> Task data
#####

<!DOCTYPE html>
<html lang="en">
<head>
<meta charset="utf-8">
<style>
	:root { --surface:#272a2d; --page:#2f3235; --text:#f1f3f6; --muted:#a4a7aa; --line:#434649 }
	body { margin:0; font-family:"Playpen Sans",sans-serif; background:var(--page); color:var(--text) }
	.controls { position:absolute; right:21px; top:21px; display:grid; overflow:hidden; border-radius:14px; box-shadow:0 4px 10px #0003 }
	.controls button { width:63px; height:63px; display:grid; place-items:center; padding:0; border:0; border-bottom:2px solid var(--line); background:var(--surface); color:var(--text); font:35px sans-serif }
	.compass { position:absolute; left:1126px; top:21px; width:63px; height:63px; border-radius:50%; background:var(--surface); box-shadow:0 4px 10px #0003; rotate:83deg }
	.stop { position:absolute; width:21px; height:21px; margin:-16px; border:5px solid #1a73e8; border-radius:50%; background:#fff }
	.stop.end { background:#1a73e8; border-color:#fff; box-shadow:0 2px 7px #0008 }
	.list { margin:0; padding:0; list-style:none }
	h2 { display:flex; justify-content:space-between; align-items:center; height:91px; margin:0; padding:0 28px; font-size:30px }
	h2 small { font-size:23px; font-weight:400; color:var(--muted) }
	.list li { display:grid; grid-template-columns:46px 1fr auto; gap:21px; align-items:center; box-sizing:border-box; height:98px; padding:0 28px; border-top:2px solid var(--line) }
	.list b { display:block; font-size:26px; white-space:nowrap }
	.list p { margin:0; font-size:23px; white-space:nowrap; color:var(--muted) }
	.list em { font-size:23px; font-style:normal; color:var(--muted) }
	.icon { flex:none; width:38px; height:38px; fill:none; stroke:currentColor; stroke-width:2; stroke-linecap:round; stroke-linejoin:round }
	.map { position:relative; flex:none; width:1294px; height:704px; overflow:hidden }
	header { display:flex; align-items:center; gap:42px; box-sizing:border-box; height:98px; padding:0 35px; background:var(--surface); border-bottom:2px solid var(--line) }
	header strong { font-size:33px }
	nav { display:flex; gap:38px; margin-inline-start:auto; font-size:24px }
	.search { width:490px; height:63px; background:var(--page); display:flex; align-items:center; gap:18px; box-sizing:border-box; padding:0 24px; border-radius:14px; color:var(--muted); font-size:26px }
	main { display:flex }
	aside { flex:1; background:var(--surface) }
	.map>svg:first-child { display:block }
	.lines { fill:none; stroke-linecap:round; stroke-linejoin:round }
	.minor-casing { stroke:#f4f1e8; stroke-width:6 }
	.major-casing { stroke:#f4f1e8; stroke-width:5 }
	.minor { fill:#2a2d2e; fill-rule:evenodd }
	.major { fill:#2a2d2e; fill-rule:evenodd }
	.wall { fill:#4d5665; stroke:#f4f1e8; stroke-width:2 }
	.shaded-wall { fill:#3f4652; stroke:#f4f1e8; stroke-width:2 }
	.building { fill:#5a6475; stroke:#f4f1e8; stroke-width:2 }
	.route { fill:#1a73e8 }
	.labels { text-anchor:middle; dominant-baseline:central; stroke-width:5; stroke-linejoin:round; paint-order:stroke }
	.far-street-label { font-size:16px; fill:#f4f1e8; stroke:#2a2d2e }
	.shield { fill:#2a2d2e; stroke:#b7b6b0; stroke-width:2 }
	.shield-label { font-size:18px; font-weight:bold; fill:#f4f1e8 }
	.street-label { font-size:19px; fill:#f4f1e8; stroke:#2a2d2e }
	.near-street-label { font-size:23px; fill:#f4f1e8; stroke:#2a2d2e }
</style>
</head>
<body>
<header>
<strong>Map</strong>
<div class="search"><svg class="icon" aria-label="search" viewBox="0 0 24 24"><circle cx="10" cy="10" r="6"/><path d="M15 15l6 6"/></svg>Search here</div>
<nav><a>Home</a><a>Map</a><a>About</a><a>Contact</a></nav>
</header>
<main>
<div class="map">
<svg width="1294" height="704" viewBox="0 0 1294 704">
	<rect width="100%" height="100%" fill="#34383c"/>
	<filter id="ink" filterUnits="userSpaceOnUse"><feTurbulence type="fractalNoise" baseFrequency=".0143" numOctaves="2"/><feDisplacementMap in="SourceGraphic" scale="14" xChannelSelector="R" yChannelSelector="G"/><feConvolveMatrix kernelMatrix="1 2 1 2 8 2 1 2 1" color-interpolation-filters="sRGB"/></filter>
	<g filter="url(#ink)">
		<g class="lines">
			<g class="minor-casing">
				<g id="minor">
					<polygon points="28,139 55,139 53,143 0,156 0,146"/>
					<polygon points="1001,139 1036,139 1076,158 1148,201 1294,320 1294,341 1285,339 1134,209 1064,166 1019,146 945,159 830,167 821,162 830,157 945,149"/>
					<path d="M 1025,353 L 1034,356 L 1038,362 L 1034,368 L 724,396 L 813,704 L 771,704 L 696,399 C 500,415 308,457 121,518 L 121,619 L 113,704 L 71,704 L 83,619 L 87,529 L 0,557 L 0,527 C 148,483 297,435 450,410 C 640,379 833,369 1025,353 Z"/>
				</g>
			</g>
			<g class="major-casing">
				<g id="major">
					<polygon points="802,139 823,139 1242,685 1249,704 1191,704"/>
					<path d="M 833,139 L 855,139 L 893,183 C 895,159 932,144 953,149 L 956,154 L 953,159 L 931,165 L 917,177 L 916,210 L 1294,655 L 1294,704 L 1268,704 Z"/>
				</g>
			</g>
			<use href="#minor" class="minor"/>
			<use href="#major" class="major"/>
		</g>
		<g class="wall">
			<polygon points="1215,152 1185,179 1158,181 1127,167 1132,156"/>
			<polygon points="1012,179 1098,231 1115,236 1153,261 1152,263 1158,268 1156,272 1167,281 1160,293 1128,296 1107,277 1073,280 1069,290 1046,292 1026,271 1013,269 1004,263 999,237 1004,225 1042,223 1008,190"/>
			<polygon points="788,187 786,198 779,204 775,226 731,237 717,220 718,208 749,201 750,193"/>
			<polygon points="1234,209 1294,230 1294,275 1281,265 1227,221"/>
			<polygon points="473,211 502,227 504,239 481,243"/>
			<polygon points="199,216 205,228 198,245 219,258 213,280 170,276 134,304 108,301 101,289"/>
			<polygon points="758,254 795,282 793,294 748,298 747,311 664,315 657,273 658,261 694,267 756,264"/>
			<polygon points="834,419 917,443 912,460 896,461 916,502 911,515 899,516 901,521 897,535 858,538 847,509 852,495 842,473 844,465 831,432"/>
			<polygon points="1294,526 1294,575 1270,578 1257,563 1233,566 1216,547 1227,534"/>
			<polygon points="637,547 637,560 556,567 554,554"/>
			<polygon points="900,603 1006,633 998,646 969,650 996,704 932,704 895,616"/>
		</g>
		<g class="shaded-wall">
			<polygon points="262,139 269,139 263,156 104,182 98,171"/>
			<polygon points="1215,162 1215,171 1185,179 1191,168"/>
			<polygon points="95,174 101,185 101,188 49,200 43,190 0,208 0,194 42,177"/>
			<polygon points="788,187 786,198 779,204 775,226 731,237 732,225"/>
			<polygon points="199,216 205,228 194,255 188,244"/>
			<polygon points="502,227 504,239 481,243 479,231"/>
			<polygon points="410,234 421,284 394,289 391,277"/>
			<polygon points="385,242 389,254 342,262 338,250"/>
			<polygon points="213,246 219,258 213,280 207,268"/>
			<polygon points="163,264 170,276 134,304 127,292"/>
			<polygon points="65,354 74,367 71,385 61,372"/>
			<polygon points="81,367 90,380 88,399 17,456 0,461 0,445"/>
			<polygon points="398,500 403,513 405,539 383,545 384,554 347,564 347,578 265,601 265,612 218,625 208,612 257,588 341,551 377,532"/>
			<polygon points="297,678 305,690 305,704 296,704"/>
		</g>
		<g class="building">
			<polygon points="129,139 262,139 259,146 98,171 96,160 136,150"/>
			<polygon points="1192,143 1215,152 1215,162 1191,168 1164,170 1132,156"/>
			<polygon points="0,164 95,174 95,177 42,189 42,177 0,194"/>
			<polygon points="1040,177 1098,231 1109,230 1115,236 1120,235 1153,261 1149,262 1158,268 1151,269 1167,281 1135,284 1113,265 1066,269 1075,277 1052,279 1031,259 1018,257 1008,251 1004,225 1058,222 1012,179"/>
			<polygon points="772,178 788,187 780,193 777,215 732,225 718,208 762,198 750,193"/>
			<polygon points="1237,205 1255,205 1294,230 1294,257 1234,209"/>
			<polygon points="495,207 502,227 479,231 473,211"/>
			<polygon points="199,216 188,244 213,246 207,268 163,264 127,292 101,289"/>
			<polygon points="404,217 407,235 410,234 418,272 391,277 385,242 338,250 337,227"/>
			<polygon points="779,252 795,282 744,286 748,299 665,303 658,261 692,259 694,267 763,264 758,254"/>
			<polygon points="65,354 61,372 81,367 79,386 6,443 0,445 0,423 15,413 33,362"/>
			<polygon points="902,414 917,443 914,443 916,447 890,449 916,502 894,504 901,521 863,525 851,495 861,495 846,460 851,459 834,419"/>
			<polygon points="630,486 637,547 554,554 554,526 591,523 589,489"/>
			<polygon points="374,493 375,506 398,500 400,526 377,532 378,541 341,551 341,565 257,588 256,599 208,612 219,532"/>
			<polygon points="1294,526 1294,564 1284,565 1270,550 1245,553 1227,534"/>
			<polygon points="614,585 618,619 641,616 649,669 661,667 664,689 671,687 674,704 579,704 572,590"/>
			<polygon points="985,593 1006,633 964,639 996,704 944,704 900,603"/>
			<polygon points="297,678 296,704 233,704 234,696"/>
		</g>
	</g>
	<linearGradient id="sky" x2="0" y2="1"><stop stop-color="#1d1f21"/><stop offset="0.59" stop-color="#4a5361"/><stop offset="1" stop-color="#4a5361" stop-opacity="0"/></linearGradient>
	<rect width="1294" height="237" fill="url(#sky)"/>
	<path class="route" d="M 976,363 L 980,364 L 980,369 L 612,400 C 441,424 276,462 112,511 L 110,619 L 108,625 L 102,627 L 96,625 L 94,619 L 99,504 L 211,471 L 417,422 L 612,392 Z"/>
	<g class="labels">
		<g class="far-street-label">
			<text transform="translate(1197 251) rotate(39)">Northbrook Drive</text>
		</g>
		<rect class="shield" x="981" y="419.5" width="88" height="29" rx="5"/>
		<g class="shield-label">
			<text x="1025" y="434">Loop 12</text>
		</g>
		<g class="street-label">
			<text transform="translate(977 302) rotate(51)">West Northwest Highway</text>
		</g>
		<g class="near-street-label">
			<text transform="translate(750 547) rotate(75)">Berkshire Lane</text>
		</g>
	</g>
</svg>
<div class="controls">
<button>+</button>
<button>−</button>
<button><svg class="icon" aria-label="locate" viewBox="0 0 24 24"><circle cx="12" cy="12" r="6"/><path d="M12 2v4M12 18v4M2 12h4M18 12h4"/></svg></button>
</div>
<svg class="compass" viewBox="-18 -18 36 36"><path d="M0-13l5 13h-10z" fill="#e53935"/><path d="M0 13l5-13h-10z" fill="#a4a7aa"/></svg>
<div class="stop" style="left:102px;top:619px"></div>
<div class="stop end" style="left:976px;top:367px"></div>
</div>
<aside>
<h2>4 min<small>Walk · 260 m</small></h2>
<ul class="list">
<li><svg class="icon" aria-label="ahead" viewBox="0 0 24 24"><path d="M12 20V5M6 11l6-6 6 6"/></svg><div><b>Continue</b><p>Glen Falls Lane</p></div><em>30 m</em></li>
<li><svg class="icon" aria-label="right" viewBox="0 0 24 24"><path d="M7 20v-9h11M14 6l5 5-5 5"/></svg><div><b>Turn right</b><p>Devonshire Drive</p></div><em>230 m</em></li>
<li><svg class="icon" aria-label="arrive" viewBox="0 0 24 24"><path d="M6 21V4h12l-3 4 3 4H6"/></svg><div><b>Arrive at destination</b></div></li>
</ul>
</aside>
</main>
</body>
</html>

#####

> Prompt
Copy whichever lines of the records above contain the word "body".

> Reply
	body { margin:0; font-family:"Playpen Sans",sans-serif; background:var(--page); color:var(--text) }
<body>
</body>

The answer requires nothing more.